◆ TASK STATEMENT ◆
Find every line below with the string "Redford" and pick it out.

DATA Start Marker

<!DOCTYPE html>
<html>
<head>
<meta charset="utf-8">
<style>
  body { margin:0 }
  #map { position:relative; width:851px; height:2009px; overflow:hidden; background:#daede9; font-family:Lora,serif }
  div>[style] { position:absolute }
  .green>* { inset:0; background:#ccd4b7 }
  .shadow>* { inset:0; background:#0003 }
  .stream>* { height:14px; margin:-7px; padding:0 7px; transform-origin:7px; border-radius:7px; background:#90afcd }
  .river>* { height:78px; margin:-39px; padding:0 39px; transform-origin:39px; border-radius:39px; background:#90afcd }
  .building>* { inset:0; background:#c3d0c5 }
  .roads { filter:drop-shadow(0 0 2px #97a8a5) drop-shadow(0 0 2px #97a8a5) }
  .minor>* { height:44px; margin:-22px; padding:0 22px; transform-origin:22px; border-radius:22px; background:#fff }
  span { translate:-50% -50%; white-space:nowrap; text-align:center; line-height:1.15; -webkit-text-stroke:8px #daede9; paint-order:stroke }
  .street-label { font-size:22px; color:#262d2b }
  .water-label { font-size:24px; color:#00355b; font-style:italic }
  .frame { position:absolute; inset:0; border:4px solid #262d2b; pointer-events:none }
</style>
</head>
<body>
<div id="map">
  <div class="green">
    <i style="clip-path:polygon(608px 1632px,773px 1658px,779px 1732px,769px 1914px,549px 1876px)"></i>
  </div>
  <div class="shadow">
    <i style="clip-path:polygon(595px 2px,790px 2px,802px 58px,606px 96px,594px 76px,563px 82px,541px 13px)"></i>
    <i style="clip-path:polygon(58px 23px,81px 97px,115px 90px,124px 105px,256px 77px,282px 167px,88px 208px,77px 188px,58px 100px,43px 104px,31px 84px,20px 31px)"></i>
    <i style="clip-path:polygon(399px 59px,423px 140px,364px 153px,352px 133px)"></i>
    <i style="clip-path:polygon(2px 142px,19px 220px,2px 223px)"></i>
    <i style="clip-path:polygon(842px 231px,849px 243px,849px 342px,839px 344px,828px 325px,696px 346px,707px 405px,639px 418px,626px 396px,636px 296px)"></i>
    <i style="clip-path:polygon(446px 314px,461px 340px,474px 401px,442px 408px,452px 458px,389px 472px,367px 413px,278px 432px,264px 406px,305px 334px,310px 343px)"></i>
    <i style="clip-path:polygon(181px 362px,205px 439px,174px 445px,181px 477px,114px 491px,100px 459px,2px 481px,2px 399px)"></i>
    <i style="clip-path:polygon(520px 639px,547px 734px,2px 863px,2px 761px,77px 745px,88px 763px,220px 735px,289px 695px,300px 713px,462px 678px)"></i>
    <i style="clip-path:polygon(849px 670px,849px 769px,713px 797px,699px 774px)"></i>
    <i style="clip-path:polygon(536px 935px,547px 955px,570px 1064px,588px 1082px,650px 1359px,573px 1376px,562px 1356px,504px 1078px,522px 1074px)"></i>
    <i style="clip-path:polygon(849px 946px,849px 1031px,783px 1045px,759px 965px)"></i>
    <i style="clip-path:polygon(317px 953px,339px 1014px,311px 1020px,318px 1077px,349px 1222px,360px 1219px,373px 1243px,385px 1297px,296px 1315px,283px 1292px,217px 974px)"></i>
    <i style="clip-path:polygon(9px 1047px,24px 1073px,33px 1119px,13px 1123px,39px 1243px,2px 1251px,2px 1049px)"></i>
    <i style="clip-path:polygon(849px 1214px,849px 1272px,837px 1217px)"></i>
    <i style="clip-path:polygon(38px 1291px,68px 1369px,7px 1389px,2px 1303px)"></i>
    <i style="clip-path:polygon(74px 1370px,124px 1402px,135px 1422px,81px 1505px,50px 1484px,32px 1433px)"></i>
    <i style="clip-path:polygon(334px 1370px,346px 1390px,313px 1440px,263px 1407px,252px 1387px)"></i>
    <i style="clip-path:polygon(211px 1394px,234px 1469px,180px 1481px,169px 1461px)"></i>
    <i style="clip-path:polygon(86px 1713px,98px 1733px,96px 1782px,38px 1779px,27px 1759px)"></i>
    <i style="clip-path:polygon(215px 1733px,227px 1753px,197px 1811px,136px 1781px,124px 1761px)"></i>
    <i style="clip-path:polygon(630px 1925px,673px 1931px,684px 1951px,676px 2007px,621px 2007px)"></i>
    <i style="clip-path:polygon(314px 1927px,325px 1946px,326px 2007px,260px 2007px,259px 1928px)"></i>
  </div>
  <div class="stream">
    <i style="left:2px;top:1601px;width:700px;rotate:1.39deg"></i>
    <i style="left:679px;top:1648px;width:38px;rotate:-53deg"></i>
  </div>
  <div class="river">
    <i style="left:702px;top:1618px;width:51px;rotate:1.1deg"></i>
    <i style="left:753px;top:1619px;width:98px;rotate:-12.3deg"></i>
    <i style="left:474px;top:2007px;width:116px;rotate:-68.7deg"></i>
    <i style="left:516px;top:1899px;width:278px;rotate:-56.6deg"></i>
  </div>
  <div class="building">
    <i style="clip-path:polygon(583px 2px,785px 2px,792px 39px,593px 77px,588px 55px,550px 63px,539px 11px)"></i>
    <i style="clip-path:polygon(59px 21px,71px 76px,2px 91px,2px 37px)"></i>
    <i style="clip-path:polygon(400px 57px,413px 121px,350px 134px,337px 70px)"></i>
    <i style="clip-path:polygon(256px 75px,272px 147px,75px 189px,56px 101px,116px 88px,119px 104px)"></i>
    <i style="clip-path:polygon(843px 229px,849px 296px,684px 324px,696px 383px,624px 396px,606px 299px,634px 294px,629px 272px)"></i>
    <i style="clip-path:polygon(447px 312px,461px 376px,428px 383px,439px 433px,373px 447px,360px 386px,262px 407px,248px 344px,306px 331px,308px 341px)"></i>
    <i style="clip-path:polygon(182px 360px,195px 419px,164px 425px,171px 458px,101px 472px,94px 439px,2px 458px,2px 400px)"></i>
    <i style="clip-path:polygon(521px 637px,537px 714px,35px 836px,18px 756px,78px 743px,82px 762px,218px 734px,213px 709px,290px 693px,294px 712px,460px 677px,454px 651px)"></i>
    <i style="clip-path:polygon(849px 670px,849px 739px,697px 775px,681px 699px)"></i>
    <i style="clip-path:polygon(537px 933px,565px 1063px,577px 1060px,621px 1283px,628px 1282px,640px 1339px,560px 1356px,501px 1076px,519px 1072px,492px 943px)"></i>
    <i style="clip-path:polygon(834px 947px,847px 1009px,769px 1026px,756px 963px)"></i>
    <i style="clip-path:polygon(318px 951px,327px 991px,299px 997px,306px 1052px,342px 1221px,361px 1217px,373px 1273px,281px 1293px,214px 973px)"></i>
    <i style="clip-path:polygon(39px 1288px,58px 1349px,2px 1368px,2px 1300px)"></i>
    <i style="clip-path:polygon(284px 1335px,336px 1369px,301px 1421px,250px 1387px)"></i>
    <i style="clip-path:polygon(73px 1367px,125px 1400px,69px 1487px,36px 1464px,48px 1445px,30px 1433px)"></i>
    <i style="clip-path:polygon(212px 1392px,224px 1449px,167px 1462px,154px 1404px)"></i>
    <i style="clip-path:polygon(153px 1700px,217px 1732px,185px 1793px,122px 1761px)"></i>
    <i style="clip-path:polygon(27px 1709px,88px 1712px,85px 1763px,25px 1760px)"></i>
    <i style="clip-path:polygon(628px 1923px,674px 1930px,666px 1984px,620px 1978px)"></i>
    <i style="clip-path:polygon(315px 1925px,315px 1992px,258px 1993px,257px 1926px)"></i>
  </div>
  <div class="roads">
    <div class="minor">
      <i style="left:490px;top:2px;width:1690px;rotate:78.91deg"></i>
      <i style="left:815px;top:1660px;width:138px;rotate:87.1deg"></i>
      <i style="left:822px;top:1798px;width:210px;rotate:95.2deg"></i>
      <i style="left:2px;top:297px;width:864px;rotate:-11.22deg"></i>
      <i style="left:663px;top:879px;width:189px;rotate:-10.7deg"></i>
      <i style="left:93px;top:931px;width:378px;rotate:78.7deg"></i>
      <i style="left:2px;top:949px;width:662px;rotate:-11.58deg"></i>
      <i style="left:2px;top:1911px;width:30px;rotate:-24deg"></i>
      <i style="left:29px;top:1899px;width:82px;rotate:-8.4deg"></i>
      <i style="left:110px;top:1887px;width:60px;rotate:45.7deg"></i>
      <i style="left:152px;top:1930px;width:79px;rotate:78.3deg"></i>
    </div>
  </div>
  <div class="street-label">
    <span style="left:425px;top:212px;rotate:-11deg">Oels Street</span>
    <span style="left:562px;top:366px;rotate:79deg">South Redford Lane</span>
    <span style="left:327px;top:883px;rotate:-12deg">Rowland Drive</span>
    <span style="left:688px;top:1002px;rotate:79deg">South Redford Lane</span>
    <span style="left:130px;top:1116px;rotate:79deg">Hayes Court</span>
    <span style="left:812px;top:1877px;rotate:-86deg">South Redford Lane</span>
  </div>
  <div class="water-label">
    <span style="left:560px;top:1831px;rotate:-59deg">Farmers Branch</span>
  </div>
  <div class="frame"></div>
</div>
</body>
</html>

DATA End Marker

◆ RESPONSE TO THE TASK ◆
    <span style="left:562px;top:366px;rotate:79deg">South Redford Lane</span>
    <span style="left:688px;top:1002px;rotate:79deg">South Redford Lane</span>
    <span style="left:812px;top:1877px;rotate:-86deg">South Redford Lane</span>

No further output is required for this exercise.